Once into the fishbowl itself, you can see the top of One World Trade Center through its long and narrow Oculus window, or look the other way and imagine the sunshine pouring in on every Sept. 11 and hoping the tragic souls will finally get some peace.


Bally’s is strolling up Madison Avenue from the rear of the GM Building to a prime spot at 687 Madison right across from Hermès on East 62nd Street.

Bally’s, represented by Andrew Goldberg of CBRE, is taking the entire southeast corner of Madison and East 62nd — former home of Church’s and current location of the Georg Jensen spread. Goldberg also represents the Cumberland House co-op, which sits above the line of retailers where Brunello Cucinelli recently expanded southward.

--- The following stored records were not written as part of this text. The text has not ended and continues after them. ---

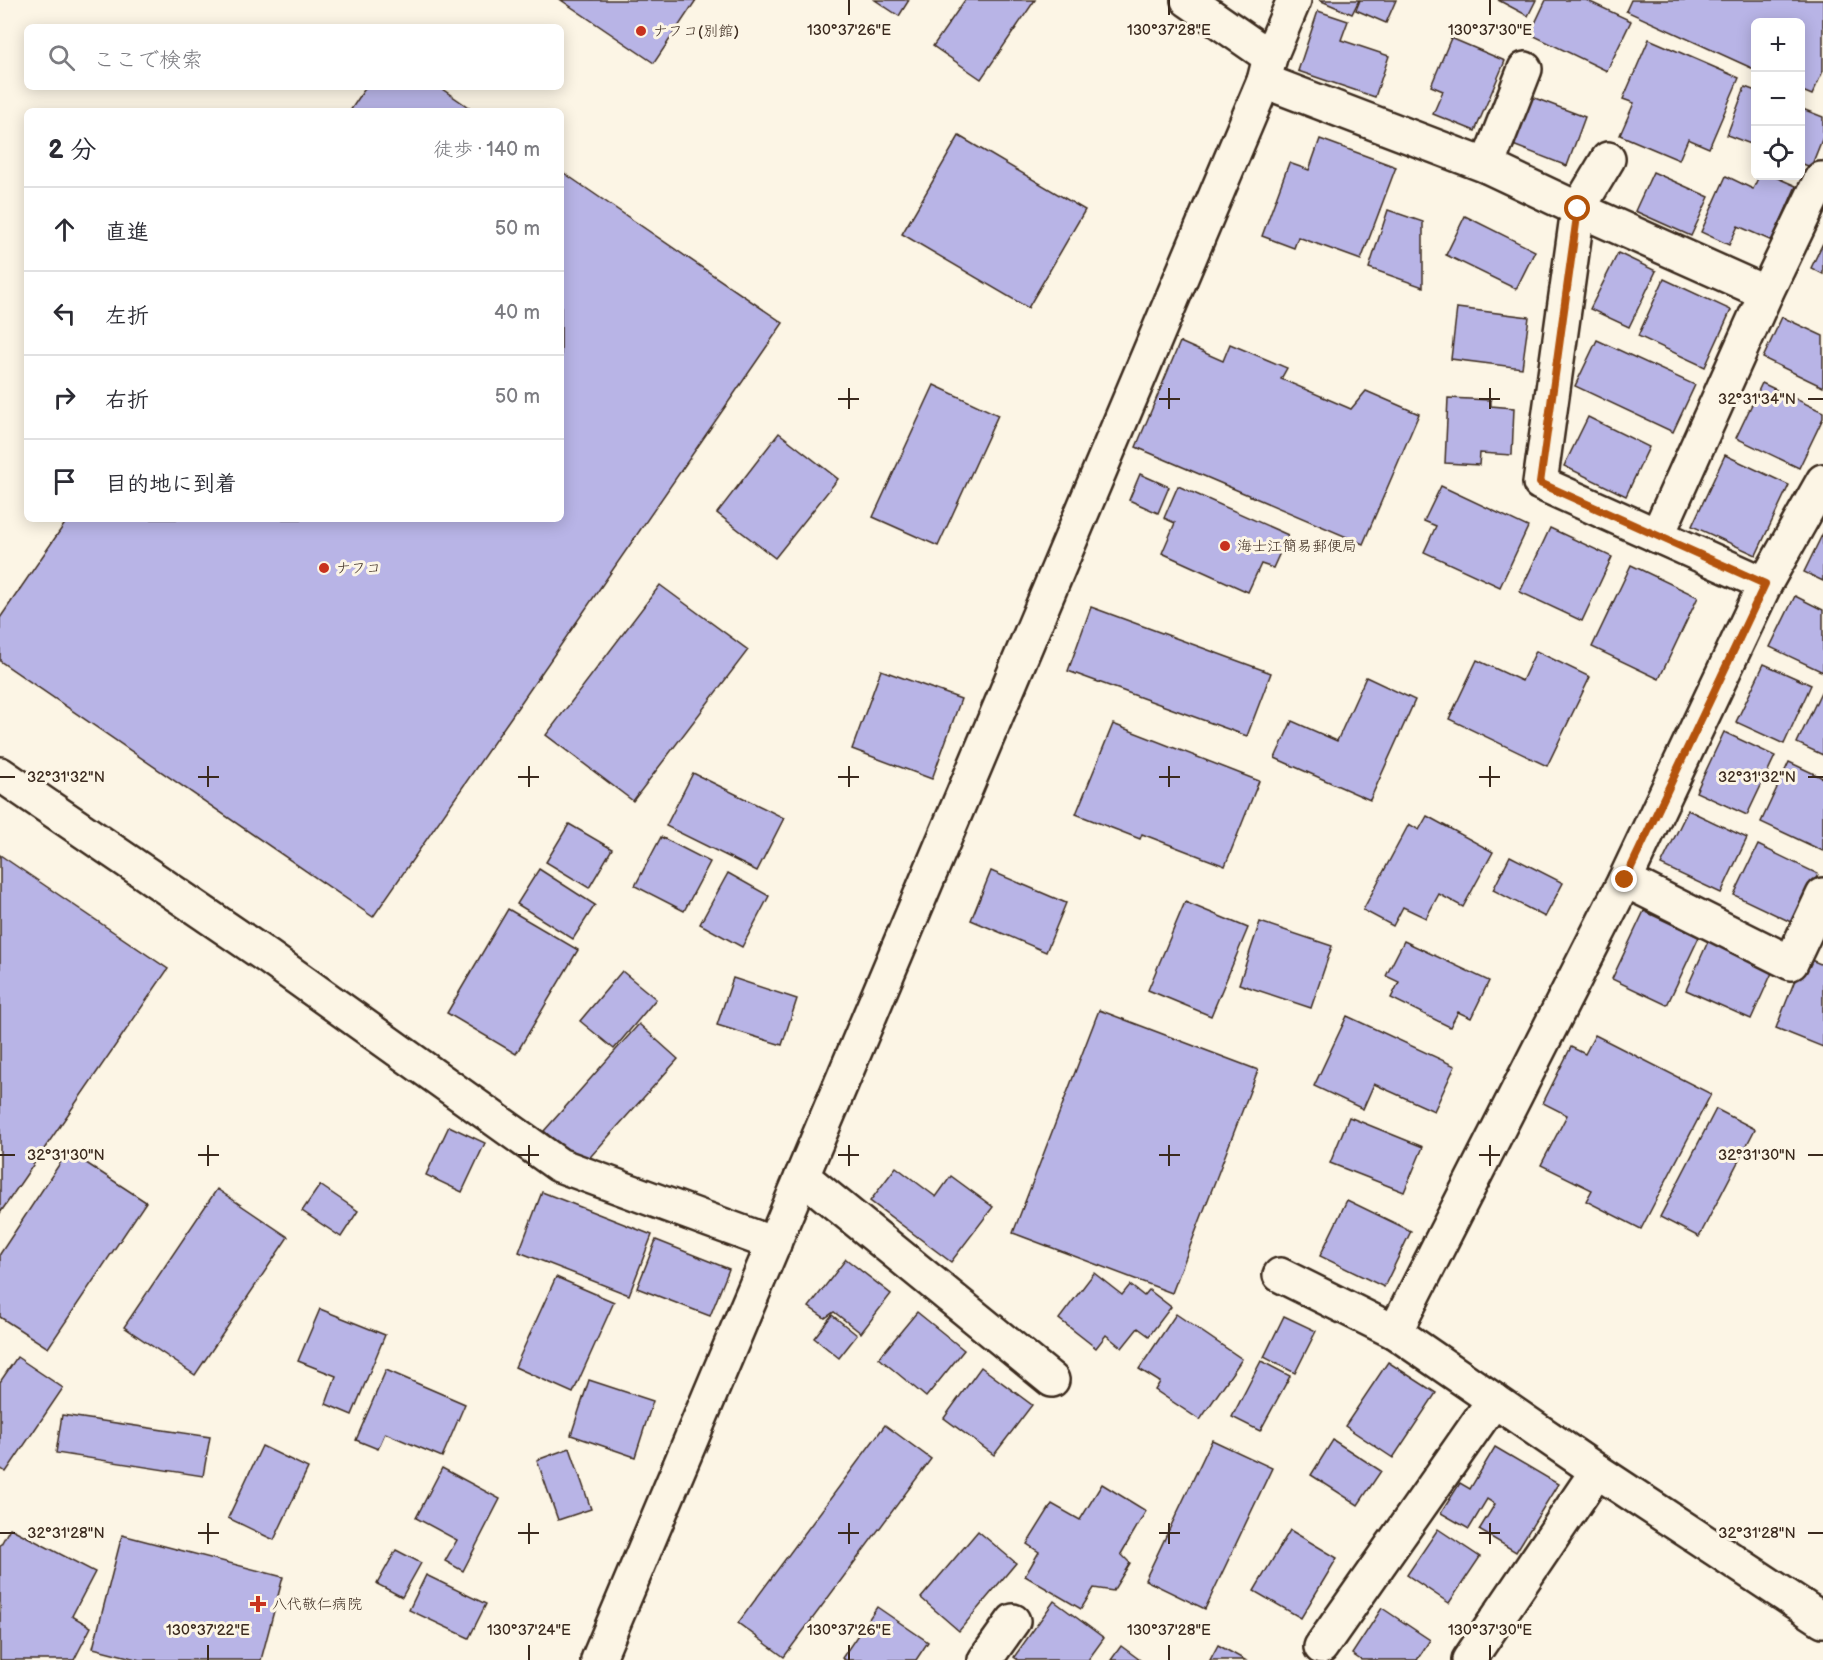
<!DOCTYPE html>
<html lang="ja">
<meta charset="utf-8">
<style>
body{margin:0;font-family:"Balsamiq Sans","Klee One",sans-serif;background:#f7f7f7;color:#2b2b33}
.controls{position:absolute;right:18px;top:18px;display:grid;overflow:hidden;border-radius:9px;box-shadow:0 3px 15px #0003}
.controls button{width:54px;height:54px;display:grid;place-items:center;padding:0;border:0;border-bottom:2px solid #e1e1e2;background:#fff;color:#2b2b33;font:30px sans-serif}
.stop{position:absolute;width:18px;height:18px;margin:-14px;border:4px solid #b45309;border-radius:50%;background:#fff}
.stop.end{background:#b45309;border-color:#fff;box-shadow:0 2px 6px #0008}
.list{margin:0;padding:0;list-style:none}
h2{display:flex;justify-content:space-between;align-items:center;height:78px;margin:0;padding:0 24px;font-size:26px}
h2 small{font-size:20px;font-weight:400;color:#7c7c81}
.list li{display:grid;grid-template-columns:39px 1fr auto;gap:18px;align-items:center;box-sizing:border-box;height:84px;padding:0 24px;border-top:2px solid #e1e1e2}
.list b{display:block;font-size:22px;white-space:nowrap}
.list em{font-size:20px;font-style:normal;color:#7c7c81}
.icon{flex:none;width:33px;height:33px;fill:none;stroke:currentColor;stroke-width:2;stroke-linecap:round;stroke-linejoin:round}
.map{position:relative;flex:none;width:1823px;height:1660px;overflow:hidden}
.search{position:absolute;background:#fff;box-shadow:0 3px 15px #0003;left:24px;top:24px;width:540px;height:66px;display:flex;align-items:center;gap:15px;box-sizing:border-box;padding:0 21px;border-radius:9px;color:#7c7c81;font-size:22px}
.panel{position:absolute;background:#fff;box-shadow:0 3px 15px #0003;left:24px;top:108px;width:540px;height:414px;border-radius:9px}
.map>svg:first-child{display:block}
.building{fill:#b8b4e6;stroke:#3b2a1e;stroke-width:1.5}
.lines{fill:none;stroke-linecap:round;stroke-linejoin:round}
.minor-casing{stroke:#3b2a1e;stroke-width:38}
.minor{stroke:#fcf5e5;stroke-width:33}
.route{stroke:#b45309;stroke-width:8}
.ticks{fill:none;stroke:#3b2a1e;stroke-width:2}
.poi-dot{fill:#c8321e;stroke:#fcf5e5;stroke-width:2}
.labels{text-anchor:middle;dominant-baseline:central;stroke-width:6;stroke-linejoin:round;paint-order:stroke}
.poi-label{font-size:15px;fill:#3b2a1e;stroke:#fcf5e5;text-anchor:start}
.ticks-label{font-size:15px;text-anchor:middle;fill:#3b2a1e;stroke:#fcf5e5;stroke-width:6;stroke-linejoin:round;paint-order:stroke}
</style>
<div class="map">
<svg width="1823" height="1660" viewBox="0 0 1823 1660">
<rect width="100%" height="100%" fill="#fcf5e5"/>
<filter id="ink" filterUnits="userSpaceOnUse"><feTurbulence type="fractalNoise" baseFrequency=".0167" numOctaves="2"/><feDisplacementMap in="SourceGraphic" scale="12" xChannelSelector="R" yChannelSelector="G"/><feConvolveMatrix kernelMatrix="1 2 1 2 8 2 1 2 1" color-interpolation-filters="sRGB"/></filter>
<g filter="url(#ink)">
<g class="building">
<path d="M561,0H696L654,63Z"/>
<path d="M875,0H909L899,16Z"/>
<path d="M965,0H1035L981,79L933,46Z"/>
<path d="M1319,0H1359L1352,14Z"/>
<path d="M1360,0H1396L1386,23L1356,10Z"/>
<path d="M1498,0H1536L1528,16Z"/>
<path d="M1546,0H1586L1631,21L1607,71L1530,34Z"/>
<path d="M1631,0H1823V71L1812,95L1800,90V22H1756V70L1626,11Z"/>
<path d="M1318,11L1348,21L1341,40L1389,56L1375,97L1298,71Z"/>
<path d="M1451,38L1505,61L1475,131L1433,114L1443,91L1431,86Z"/>
<path d="M1649,39L1739,78L1709,148L1688,139L1679,160L1620,135L1634,103L1623,99Z"/>
<path d="M366,87H439L474,111H350Z"/>
<path d="M1745,87L1756,91V146L1727,135Z"/>
<path d="M1532,97L1585,117L1567,166L1513,145Z"/>
<path d="M1800,108L1823,117V137L1811,167L1800,163Z"/>
<path d="M959,136L1085,210L1028,308L902,234Z"/>
<path d="M1320,139L1396,167L1361,260L1298,237L1294,248L1262,236L1289,163L1309,170Z"/>
<path d="M561,171L783,323L373,917L0,661V618L68,519H561Z"/>
<path d="M1653,172L1709,197L1691,236L1635,211Z"/>
<path d="M1726,176L1753,189L1759,176H1773L1796,186L1772,241L1738,226L1729,245L1701,232Z"/>
<path d="M1388,210L1423,222V287L1369,268Z"/>
<path d="M1465,216L1535,251L1516,289L1446,255Z"/>
<path d="M1823,243V274L1811,268Z"/>
<path d="M1618,253L1656,271L1629,327L1590,309Z"/>
<path d="M1664,279L1731,310L1705,367L1638,336Z"/>
<path d="M1457,308L1529,317L1522,368L1451,359Z"/>
<path d="M1782,317L1823,336V387L1763,358Z"/>
<path d="M1597,340L1695,385L1673,432L1575,386Z"/>
<path d="M1180,342L1223,361L1230,344L1287,368L1281,379L1351,409L1366,391L1419,414L1363,544L1136,447Z"/>
<path d="M1762,383L1823,412V418L1799,468L1736,438Z"/>
<path d="M934,385L998,415L938,546L873,517Z"/>
<path d="M1448,398L1491,400V406L1514,408L1512,455L1480,453L1479,465L1445,463Z"/>
<path d="M1588,417L1649,447L1626,496L1564,466Z"/>
<path d="M779,433L838,479L775,558L717,513Z"/>
<path d="M1725,455L1789,485L1756,555L1692,526Z"/>
<path d="M1140,474L1169,487L1158,513L1129,500Z"/>
<path d="M1178,486L1288,535L1273,568L1261,564L1248,592L1162,553L1175,523L1164,518Z"/>
<path d="M1441,486L1528,527L1500,587L1424,552L1436,526L1424,521Z"/>
<path d="M1550,528L1612,557L1582,621L1520,592Z"/>
<path d="M1823,533V581L1804,572Z"/>
<path d="M1631,565L1698,597L1659,679L1592,647Z"/>
<path d="M660,585L748,650L633,801L546,735Z"/>
<path d="M1795,596L1823,610V672L1770,647Z"/>
<path d="M1091,607L1271,673L1247,736L1068,671Z"/>
<path d="M1536,651L1590,677L1547,766L1449,719L1477,660L1522,681Z"/>
<path d="M1764,664L1811,685L1784,744L1736,722Z"/>
<path d="M881,670L961,699L932,779L852,749Z"/>
<path d="M1366,677L1415,700L1370,800L1275,758L1292,721L1337,741Z"/>
<path d="M1821,692L1823,693V755L1797,743Z"/>
<path d="M1113,724L1259,781L1225,866L1142,834L1140,839L1076,814Z"/>
<path d="M1724,732L1775,756L1747,815L1696,792Z"/>
<path d="M1789,762L1823,778V851L1761,822Z"/>
<path d="M693,773L784,818L757,871L666,826Z"/>
<path d="M1688,810L1747,838L1721,893L1661,865Z"/>
<path d="M1427,816L1493,852L1463,907L1439,894L1426,918L1403,907L1393,926L1363,910L1409,824L1419,830Z"/>
<path d="M569,824L612,849L589,888L546,862Z"/>
<path d="M661,837L710,862L684,911L635,886Z"/>
<path d="M1758,845L1818,874L1795,924L1734,895Z"/>
<path d="M0,855L168,969L0,1213Z"/>
<path d="M1510,856L1563,883L1545,917L1493,890Z"/>
<path d="M539,869L595,905L573,939L517,904Z"/>
<path d="M991,871L1066,903L1046,952L971,920Z"/>
<path d="M728,873L769,896L742,947L700,924Z"/>
<path d="M1185,902L1248,928L1211,1016L1148,990Z"/>
<path d="M508,909L578,950L516,1054L447,1013Z"/>
<path d="M1644,911L1699,937L1667,1005L1612,979Z"/>
<path d="M1260,922L1332,946L1311,1008L1239,984Z"/>
<path d="M1711,935L1776,964L1751,1019L1686,990Z"/>
<path d="M1404,941L1489,981L1471,1018L1458,1012L1450,1027L1391,998L1399,982L1386,976Z"/>
<path d="M1804,957L1823,965V1047L1776,1028Z"/>
<path d="M622,971L656,999L614,1049L580,1021Z"/>
<path d="M733,978L797,999L782,1045L717,1025Z"/>
<path d="M1099,1010L1258,1070L1172,1293L1013,1233Z"/>
<path d="M1347,1016L1455,1066L1434,1111L1374,1084L1363,1109L1314,1086Z"/>
<path d="M639,1024L678,1059L583,1165L544,1131Z"/>
<path d="M1595,1035L1711,1094L1641,1229L1586,1201L1592,1190L1541,1165L1567,1115L1543,1103L1571,1047L1585,1054Z"/>
<path d="M1716,1109L1755,1129L1699,1237L1660,1217Z"/>
<path d="M1349,1117L1423,1147L1404,1192L1330,1163Z"/>
<path d="M449,1126L485,1143L462,1192L426,1175Z"/>
<path d="M68,1151L146,1202L48,1348L0,1317V1254Z"/>
<path d="M896,1167L936,1197L951,1176L993,1207L951,1262L870,1201Z"/>
<path d="M320,1185L358,1211L341,1237L302,1211Z"/>
<path d="M217,1189L288,1237L195,1375L124,1327Z"/>
<path d="M542,1192L652,1235L629,1295L519,1252Z"/>
<path d="M1347,1200L1411,1231L1384,1287L1320,1256Z"/>
<path d="M656,1240L729,1269L710,1316L637,1288Z"/>
<path d="M846,1259L891,1294L861,1333L834,1312L825,1318L809,1307Z"/>
<path d="M1094,1273L1122,1295L1130,1285L1144,1296L1149,1290L1171,1307L1149,1336L1138,1328L1122,1348L1106,1335L1096,1348L1059,1319Z"/>
<path d="M556,1277L614,1302L573,1393L515,1367Z"/>
<path d="M320,1309L385,1335L352,1415L326,1404L336,1376L298,1361Z"/>
<path d="M917,1312L964,1350L926,1397L879,1358Z"/>
<path d="M1176,1314L1242,1359L1200,1420L1155,1390L1160,1382L1139,1369Z"/>
<path d="M832,1315L857,1335L839,1358L814,1338Z"/>
<path d="M1284,1316L1316,1331L1295,1373L1264,1357Z"/>
<path d="M17,1357L63,1388L6,1472L0,1468V1382Z"/>
<path d="M1261,1361L1290,1376L1260,1431L1232,1417Z"/>
<path d="M1388,1362L1436,1393L1393,1458L1345,1426Z"/>
<path d="M981,1367L1032,1405L994,1455L944,1418Z"/>
<path d="M386,1370L465,1404L442,1457L385,1433L378,1449L356,1440Z"/>
<path d="M589,1380L653,1401L635,1457L571,1435Z"/>
<path d="M62,1415L210,1437L203,1476L56,1453Z"/>
<path d="M885,1425L931,1459L784,1657L738,1623Z"/>
<path d="M1212,1440L1272,1468L1205,1609L1145,1580Z"/>
<path d="M1333,1440L1381,1471L1358,1505L1311,1475Z"/>
<path d="M262,1446L308,1468L274,1540L228,1518Z"/>
<path d="M1495,1447L1558,1484L1516,1552L1479,1530L1495,1504L1487,1499L1469,1529L1441,1513L1460,1483L1470,1489Z"/>
<path d="M570,1448L591,1509L558,1520L537,1460Z"/>
<path d="M442,1468L500,1499L463,1571L445,1561L457,1540L416,1518Z"/>
<path d="M1102,1484L1146,1511L1121,1554L1130,1563L1113,1591L1094,1588L1081,1609L1025,1576L1039,1552L1027,1544L1052,1504L1080,1520Z"/>
<path d="M10,1528L95,1572L72,1616L91,1627L74,1660H0V1546Z"/>
<path d="M1438,1529L1480,1557L1449,1603L1407,1575Z"/>
<path d="M1290,1530L1337,1558L1301,1618L1254,1591Z"/>
<path d="M978,1531L1016,1563L959,1631L921,1598Z"/>
<path d="M122,1535L283,1577L261,1660H140L93,1648Z"/>
<path d="M396,1550L421,1563L402,1597L377,1584Z"/>
<path d="M426,1575L486,1604L469,1638L409,1610Z"/>
<path d="M1054,1601L1104,1638L1088,1660H1018L1014,1657Z"/>
<path d="M877,1607L928,1642L916,1660H845L842,1658Z"/>
<path d="M1382,1608L1430,1640L1417,1660H1361L1352,1654Z"/>
<path d="M1218,1645L1245,1660H1210Z"/>
<path d="M1121,1646L1140,1660H1111Z"/>
</g>
<g class="lines">
<defs>
<g id="minor">
<path d="M1188,0L1270,57"/>
<path d="M1264,81L1487,166L1578,209L1766,293"/>
<path d="M1608,159L1578,209L1540,483L1765,584"/>
<path d="M1487,166L1525,69"/>
<path d="M1823,481L1765,584L1625,880L1395,1332L1597,1471L1823,1620"/>
<path d="M1657,536L1766,293L1821,179"/>
<path d="M0,774L268,957L559,1165L774,1244"/>
<path d="M1625,880L1791,963L1823,895"/>
<path d="M802,1176L1052,1380"/>
<path d="M1280,1275L1395,1332"/>
<path d="M1321,1647L1494,1400"/>
<path d="M598,1660L1264,81L1270,57L1294,0"/>
<path d="M985,1660L1013,1621"/>
<path d="M1469,1660L1597,1471"/>
</g>
</defs>
<use href="#minor" class="minor-casing"/>
<use href="#minor" class="minor"/>
</g>
</g>
<g class="lines" filter="url(#ink)">
<path class="route" d="M1578,209L1540,483L1765,584L1625,880"/>
</g>
<path class="ticks" d="M849,0V15M1169,0V15M1490,0V15M849,388V409M1169,388V409M1490,388V409M838,399H859M1159,399H1180M1479,399H1500M1808,399H1823M208,766V787M529,766V787M849,766V787M1169,766V787M1490,766V787M0,777H15M198,777H219M518,777H539M838,777H859M1159,777H1180M1479,777H1500M1808,777H1823M208,1145V1166M529,1145V1166M849,1145V1166M1169,1145V1166M1490,1145V1166M0,1155H15M198,1155H219M518,1155H539M838,1155H859M1159,1155H1180M1479,1155H1500M1808,1155H1823M208,1523V1544M529,1523V1544M849,1523V1544M1169,1523V1544M1490,1523V1544M0,1533H15M198,1533H219M518,1533H539M838,1533H859M1159,1533H1180M1479,1533H1500M1808,1533H1823M208,1645V1660M529,1645V1660M849,1645V1660M1169,1645V1660M1490,1645V1660"/>
<g class="poi-dot">
<circle cx="641" cy="31" r="6"/>
<circle cx="1225" cy="546" r="6"/>
<circle cx="324" cy="568" r="6"/>
<path d="M255 1595h6v6h6v6h-6v6h-6v-6h-6v-6h6z"/>
</g>
<g class="labels">
<g class="poi-label">
<text x="653" y="31">ナフコ(別館)</text>
<text x="1237" y="546">海士江簡易郵便局</text>
<text x="336" y="568">ナフコ</text>
<text x="272" y="1604">八代敬仁病院</text>
</g>
</g>
<g class="ticks-label">
<text x="849" y="35">130°37'26"E</text>
<text x="1169" y="35">130°37'28"E</text>
<text x="1490" y="35">130°37'30"E</text>
<text x="1757" y="404">32°31'34"N</text>
<text x="66" y="782">32°31'32"N</text>
<text x="1757" y="782">32°31'32"N</text>
<text x="66" y="1160">32°31'30"N</text>
<text x="1757" y="1160">32°31'30"N</text>
<text x="66" y="1538">32°31'28"N</text>
<text x="1757" y="1538">32°31'28"N</text>
<text x="208" y="1635">130°37'22"E</text>
<text x="529" y="1635">130°37'24"E</text>
<text x="849" y="1635">130°37'26"E</text>
<text x="1169" y="1635">130°37'28"E</text>
<text x="1490" y="1635">130°37'30"E</text>
</g>
</svg>
<div class="controls">
<button>+</button>
<button>−</button>
<button><svg class="icon" aria-label="locate" viewBox="0 0 24 24"><circle cx="12" cy="12" r="6"/><path d="M12 2v4M12 18v4M2 12h4M18 12h4"/></svg></button>
</div>
<div class="stop" style="left:1578px;top:209px"></div>
<div class="stop end" style="left:1625px;top:880px"></div>
<div class="search"><svg class="icon" aria-label="search" viewBox="0 0 24 24"><circle cx="10" cy="10" r="6"/><path d="M15 15l6 6"/></svg>ここで検索</div>
<section class="panel">
<h2>2 分<small>徒歩 · 140 m</small></h2>
<ul class="list">
<li><svg class="icon" aria-label="ahead" viewBox="0 0 24 24"><path d="M12 20V5M6 11l6-6 6 6"/></svg><div><b>直進</b></div><em>50 m</em></li>
<li><svg class="icon" aria-label="left" viewBox="0 0 24 24"><path d="M17 20v-9H6M10 6l-5 5 5 5"/></svg><div><b>左折</b></div><em>40 m</em></li>
<li><svg class="icon" aria-label="right" viewBox="0 0 24 24"><path d="M7 20v-9h11M14 6l5 5-5 5"/></svg><div><b>右折</b></div><em>50 m</em></li>
<li><svg class="icon" aria-label="arrive" viewBox="0 0 24 24"><path d="M6 21V4h12l-3 4 3 4H6"/></svg><div><b>目的地に到着</b></div></li>
</ul>
</section>
</div>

Georg Jensen will then move diagonally across Madison to the former Kentshire space at 698 Madison, just north of Nello. Here it will have 900 square feet on the ground floor and 700 square feet of basement storage.

Robert L. Freedman, Jonathan S. Plotkin and Tim Pond of Colliers International represented Georg Jensen in the move.

Greg Tannor and Stephen Ruiz of Cushman & Wakefield represented the master lessee of the property at 698-700 Madison. The two also now have the adjacent Leviev diamond dealer space available for sublease, sources said.

Rents, on average, on Madison Avenue range from $1,500 to $1,700 per square foot — but there is also product that runs into the $2,000s per square foot.

“Hermès is the anchor tenant, and to be in that catchment area creates a great deal of value for the adjoining tenants,” said Freedman. But he declined to discuss specific asking rents or the other retailers. “You have to ascribe a premium to that location.”

The other brokers could not be reached or declined to comment through spokespersons.